And this is also why I believe that the points made in this book is surprisingly applicable to contemporary western culture. One evidence for that particular claim is Tim Keller’s ministry in Manhattan, New York. As is well known already, Keller’s presentation of the gospel is encapsulated very well in his book The Prodigal God. Surprisingly enough (or perhaps not so surprisingly), the authors in this book interprets the parable in Luke 15 in the same way, understanding the younger son’s fault to be that of suffering from false shame, and the older one from false honor, which is precisely what Keller was trying to get at in the book. Why is this interpretation of the parable from the perspective of honor-shame so well in 21st century urban Manhattan? We have a lot to think about (102-105).
However, this does not mean that contemporary western society can be completely understood through honor-shame lens, as it is also not true of other societies. As I read through the book, there were some fine lines between uplifting people’s honor and getting corrupt. For example, Georges recounts his experience of trying to get an official document from the government in Central Asia. In order to navigate through the bureaucratic hurdle, his friend told him to give a chocolate bar to the government official as a sort of a thank-you gift in advance (145-146). In American context, this might be taken as a sign of corruption. Even I came from Korea, with the implementation of anti-corruption law recently in effect, I felt resistance to what Georges did. This might cause serious conflicts between cultures, and while Georges say that we should understand their culture, and this is not necessarily bordering on corruption, there is always an open chance for this kind of incident to develop into corruption.
In fact, they have devoted a significant section to what ethics is in honor-shame context, and this mostly clears up my concerns about the honor-shame lens being weak on ethics and morality. According to the authors, morality in the honor-shame context is honoring others in relationships. Authors are strong in saying that such honoring others should begin with God, who holds the standard for the substance of such honoring. Unless God becomes the standard, honor-shame lens could be easily bought into corruption, as with any other cultures, including the one based on guilt. “Transforming honor code is central to Christian discipleship” (216). What western Christians should be cautious about is their ethnocentrism, which Georges strongly warns against (140), for honor-shame culture can align with justice no problem. It is not so much a matter of intrinsic corruption as it is of our bias toward non-western societies, authors shrewdly point out.

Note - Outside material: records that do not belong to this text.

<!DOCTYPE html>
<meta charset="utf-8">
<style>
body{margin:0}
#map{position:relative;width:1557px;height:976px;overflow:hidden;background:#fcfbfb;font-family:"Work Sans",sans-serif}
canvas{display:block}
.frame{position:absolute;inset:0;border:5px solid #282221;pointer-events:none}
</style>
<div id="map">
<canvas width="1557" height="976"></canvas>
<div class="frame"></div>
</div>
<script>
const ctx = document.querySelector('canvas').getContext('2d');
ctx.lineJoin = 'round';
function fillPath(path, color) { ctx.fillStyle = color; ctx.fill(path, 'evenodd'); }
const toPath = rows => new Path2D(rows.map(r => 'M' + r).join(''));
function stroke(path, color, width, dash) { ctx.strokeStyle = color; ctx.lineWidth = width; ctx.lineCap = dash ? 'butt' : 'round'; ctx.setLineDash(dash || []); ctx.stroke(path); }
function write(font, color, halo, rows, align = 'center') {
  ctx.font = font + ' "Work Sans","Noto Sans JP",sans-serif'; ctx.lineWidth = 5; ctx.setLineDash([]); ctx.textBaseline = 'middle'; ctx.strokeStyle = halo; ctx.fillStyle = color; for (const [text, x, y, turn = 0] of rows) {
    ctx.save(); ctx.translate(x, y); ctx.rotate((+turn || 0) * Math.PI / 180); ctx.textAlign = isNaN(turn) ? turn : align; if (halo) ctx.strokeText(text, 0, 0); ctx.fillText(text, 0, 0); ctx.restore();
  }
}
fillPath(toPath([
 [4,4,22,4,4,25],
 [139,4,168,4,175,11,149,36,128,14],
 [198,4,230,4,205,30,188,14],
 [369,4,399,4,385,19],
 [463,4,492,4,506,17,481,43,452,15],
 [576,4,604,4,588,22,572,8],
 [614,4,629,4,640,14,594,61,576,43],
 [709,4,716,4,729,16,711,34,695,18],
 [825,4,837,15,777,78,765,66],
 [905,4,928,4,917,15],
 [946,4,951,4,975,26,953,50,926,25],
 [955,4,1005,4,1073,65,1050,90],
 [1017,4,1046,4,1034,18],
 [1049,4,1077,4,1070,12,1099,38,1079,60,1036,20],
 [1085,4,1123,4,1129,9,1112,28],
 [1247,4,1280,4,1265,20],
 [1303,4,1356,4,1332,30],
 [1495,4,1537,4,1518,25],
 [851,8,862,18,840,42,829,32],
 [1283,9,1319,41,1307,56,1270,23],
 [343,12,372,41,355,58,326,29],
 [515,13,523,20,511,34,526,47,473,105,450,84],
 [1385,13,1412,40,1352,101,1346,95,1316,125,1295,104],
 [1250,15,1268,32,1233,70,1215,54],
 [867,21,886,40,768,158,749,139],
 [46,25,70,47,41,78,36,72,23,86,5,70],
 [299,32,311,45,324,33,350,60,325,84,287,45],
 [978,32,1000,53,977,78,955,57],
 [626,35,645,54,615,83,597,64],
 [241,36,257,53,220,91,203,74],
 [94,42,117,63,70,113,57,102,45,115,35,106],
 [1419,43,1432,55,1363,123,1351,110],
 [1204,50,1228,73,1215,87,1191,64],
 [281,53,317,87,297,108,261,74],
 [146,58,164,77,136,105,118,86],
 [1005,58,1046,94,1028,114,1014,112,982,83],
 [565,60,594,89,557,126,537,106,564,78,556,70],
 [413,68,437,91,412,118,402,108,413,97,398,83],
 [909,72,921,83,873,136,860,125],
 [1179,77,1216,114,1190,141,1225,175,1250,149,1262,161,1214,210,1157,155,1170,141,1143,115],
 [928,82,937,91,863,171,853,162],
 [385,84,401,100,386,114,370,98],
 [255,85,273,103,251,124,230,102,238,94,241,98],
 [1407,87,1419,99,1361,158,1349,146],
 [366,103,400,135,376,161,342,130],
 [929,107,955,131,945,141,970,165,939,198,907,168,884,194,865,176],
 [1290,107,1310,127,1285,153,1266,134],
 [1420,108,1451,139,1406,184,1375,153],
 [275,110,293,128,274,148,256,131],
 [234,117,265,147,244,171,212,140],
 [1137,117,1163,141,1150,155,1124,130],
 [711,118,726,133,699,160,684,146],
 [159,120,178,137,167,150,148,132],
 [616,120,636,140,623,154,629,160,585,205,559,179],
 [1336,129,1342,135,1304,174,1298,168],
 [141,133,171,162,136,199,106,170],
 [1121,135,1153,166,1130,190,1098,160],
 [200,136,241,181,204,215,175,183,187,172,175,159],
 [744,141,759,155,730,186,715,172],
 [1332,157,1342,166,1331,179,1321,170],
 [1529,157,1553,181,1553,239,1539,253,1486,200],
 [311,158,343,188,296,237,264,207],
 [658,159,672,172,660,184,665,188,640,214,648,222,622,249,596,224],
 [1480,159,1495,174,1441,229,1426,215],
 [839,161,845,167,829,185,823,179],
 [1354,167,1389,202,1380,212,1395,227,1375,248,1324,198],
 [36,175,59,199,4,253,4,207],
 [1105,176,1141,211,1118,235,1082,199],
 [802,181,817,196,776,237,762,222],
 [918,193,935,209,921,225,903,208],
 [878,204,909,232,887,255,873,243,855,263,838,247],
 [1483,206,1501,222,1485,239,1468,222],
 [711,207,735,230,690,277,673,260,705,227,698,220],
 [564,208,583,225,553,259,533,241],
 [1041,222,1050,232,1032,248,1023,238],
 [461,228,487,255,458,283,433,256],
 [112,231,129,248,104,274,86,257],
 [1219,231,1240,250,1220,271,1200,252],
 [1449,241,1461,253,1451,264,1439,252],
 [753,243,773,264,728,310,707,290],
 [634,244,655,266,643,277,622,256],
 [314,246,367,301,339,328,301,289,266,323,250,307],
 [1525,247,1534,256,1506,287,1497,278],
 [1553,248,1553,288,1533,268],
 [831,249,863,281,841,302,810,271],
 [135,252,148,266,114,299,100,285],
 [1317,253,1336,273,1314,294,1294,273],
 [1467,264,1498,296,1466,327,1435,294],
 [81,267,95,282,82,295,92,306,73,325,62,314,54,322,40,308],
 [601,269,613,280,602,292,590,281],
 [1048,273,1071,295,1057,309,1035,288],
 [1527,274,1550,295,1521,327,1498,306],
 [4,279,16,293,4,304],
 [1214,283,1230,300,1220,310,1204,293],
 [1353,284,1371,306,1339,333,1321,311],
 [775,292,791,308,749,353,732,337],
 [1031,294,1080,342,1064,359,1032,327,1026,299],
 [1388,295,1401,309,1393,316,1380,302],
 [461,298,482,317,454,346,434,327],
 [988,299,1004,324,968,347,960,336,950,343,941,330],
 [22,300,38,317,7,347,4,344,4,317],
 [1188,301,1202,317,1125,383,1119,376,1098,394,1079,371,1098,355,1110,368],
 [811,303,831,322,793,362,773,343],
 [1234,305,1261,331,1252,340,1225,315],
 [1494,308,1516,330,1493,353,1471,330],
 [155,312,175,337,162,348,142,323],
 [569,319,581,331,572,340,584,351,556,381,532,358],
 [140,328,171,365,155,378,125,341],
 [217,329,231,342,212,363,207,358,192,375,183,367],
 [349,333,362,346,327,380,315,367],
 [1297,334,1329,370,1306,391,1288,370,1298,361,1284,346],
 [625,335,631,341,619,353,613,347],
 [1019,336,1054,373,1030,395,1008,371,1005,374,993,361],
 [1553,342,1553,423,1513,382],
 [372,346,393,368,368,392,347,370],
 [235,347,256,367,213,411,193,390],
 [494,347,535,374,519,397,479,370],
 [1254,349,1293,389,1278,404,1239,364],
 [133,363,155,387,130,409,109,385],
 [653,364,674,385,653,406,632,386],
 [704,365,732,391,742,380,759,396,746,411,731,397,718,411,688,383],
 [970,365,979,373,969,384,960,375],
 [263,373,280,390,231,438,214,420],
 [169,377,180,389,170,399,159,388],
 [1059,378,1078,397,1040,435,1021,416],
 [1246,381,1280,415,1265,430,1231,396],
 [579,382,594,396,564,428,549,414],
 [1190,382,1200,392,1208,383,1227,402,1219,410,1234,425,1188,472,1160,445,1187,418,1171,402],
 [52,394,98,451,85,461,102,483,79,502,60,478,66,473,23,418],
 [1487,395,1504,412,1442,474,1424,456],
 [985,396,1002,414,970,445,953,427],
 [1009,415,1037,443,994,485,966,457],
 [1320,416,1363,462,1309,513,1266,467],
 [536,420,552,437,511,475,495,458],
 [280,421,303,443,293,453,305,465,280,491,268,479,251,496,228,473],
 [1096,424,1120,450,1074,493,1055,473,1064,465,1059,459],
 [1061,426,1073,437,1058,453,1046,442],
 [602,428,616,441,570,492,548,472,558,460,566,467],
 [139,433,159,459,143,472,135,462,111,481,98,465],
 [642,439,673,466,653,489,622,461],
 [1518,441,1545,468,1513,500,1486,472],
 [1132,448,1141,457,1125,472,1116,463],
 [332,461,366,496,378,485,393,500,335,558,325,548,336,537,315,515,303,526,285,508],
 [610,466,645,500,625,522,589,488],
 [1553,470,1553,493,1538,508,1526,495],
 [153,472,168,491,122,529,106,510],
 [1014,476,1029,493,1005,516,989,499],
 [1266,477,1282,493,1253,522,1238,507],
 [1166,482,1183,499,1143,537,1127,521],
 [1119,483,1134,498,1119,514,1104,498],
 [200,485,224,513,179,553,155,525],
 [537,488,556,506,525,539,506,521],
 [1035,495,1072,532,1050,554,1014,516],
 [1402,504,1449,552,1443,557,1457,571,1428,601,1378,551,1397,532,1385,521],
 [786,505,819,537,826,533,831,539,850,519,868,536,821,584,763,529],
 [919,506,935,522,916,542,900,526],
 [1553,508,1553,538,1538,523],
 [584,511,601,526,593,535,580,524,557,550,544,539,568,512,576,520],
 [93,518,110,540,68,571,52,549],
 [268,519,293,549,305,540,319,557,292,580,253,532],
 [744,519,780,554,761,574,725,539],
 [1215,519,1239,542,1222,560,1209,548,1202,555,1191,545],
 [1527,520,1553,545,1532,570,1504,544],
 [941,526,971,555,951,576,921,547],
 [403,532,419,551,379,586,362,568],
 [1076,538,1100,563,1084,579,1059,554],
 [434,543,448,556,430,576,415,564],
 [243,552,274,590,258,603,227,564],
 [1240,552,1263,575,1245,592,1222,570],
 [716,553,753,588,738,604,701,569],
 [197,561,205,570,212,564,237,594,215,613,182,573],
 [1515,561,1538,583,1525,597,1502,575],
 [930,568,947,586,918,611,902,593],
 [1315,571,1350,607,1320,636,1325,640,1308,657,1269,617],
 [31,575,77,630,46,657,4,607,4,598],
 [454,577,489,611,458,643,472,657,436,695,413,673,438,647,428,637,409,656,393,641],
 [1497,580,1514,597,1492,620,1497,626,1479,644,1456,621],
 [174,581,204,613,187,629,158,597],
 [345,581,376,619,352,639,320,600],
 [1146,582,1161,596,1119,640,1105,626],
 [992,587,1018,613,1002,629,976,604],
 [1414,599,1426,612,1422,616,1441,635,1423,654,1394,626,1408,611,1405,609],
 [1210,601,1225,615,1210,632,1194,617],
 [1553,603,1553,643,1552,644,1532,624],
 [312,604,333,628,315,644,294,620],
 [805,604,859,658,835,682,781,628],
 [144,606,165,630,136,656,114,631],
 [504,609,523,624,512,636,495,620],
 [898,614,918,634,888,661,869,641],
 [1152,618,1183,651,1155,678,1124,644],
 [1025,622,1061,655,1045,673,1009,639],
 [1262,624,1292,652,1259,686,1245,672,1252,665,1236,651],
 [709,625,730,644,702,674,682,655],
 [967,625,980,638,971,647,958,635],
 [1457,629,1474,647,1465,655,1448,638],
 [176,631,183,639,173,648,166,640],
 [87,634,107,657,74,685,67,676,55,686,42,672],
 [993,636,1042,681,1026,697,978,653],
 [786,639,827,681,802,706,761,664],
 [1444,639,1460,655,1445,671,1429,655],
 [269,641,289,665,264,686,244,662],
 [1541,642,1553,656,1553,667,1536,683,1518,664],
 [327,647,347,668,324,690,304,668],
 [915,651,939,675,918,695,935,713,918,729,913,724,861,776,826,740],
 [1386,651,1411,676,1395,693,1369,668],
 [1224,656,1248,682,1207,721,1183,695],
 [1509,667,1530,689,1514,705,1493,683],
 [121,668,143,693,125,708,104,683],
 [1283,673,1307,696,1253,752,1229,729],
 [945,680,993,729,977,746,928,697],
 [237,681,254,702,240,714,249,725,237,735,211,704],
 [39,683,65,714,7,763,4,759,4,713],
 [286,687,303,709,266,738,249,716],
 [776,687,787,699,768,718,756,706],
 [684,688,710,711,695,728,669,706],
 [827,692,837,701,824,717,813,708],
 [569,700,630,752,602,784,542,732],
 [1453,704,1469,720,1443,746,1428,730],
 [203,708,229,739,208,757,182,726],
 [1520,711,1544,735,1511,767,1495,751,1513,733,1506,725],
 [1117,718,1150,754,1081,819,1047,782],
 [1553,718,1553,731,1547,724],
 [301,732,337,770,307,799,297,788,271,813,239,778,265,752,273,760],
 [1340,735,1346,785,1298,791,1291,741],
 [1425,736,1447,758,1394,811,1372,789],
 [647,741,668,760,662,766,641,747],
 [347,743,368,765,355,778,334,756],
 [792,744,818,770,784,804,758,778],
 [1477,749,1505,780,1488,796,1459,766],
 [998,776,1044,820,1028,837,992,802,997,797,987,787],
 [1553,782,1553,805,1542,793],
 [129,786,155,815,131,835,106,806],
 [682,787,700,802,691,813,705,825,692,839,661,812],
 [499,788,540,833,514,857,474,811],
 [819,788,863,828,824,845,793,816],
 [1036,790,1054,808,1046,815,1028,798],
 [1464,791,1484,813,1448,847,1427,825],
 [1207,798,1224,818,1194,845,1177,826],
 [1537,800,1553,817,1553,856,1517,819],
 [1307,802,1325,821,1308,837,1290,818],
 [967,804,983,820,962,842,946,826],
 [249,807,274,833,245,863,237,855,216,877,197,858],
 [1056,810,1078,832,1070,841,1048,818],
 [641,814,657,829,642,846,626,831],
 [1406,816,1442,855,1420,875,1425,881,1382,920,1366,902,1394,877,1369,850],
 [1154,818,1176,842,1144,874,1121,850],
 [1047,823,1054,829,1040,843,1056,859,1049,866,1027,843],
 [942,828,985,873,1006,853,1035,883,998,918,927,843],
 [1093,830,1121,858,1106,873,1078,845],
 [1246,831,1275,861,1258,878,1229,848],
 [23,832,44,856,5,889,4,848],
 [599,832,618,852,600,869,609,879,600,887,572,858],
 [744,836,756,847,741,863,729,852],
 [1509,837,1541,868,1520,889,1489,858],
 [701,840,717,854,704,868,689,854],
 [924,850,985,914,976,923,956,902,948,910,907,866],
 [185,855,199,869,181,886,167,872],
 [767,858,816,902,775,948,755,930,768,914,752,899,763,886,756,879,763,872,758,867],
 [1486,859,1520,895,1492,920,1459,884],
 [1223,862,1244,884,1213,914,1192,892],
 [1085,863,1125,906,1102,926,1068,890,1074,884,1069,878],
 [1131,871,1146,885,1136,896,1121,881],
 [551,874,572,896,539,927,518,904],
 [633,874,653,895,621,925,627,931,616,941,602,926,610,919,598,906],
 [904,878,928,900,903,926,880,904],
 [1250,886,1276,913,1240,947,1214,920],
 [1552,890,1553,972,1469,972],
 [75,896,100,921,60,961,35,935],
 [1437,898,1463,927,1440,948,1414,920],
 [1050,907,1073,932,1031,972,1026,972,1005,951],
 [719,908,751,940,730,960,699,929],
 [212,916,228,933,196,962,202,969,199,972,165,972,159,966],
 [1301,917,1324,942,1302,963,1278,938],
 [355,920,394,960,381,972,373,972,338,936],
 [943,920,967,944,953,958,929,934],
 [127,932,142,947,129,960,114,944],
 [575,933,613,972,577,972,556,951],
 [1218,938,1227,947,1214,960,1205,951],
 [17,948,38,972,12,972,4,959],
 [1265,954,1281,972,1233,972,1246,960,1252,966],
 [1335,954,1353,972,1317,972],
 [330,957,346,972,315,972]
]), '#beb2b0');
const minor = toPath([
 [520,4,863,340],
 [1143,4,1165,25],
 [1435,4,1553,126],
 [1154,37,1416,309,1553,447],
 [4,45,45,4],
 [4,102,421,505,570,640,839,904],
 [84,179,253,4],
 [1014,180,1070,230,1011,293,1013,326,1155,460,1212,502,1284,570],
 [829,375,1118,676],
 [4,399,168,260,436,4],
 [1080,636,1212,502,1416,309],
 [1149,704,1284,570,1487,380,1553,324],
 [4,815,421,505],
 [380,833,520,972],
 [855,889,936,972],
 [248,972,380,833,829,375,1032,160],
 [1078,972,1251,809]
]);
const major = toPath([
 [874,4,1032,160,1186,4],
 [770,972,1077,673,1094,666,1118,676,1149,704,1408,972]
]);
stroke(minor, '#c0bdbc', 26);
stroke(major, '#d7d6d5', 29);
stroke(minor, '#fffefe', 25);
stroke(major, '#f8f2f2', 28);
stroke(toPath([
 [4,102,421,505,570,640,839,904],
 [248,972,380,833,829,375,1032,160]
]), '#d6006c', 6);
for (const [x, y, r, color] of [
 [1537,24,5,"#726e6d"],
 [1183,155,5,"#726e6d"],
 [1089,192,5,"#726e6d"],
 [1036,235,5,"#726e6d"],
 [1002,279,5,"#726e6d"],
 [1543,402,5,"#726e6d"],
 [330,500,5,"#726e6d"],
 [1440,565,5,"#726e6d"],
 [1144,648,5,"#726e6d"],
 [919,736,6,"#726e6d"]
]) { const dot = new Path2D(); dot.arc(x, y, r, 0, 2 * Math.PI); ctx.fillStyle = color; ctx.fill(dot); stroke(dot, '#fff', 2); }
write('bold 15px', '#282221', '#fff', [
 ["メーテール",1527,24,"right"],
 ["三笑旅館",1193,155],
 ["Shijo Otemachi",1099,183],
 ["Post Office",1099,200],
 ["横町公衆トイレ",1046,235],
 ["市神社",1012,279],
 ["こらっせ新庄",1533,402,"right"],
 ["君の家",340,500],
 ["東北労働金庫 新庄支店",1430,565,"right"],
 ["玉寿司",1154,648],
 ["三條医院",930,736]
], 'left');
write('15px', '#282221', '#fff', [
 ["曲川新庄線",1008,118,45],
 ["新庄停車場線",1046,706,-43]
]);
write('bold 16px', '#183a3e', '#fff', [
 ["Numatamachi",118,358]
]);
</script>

In my reading, I felt that this book gave me a well-rounded overview of what it means to minister in honor-shame contexts. More than anything else, I think this book has opened up for me a new perspective into reading the Bible through honor-shame lens. I will keep on this endeavor, so I can have a deeper understanding of God’s plan in the particularity of human culture. As I said already, however, this book is perhaps too big on missionary contexts, that it tends to neglect what is happening in western society, which I would like to work on more. Overall, this is an eye-opening book for persons deeply steep in doing theology through guilt-innocence lens. I think it will provide a good opportunity to do contextual theologizing. Lastly, I close with a resonating narrative of 2013 Boston Marathon bombing, in which the perpetrators were Chechen immigrants. The uncle of the family said to the Tsarnaev brothers, the perpetrators, this: “You put a shame on our entire family. And you put a shame on entire Chechen ethnicity…” We have to take note of the fact that this happened in the United States of America, not in a traditionally honor-shame oriented culture.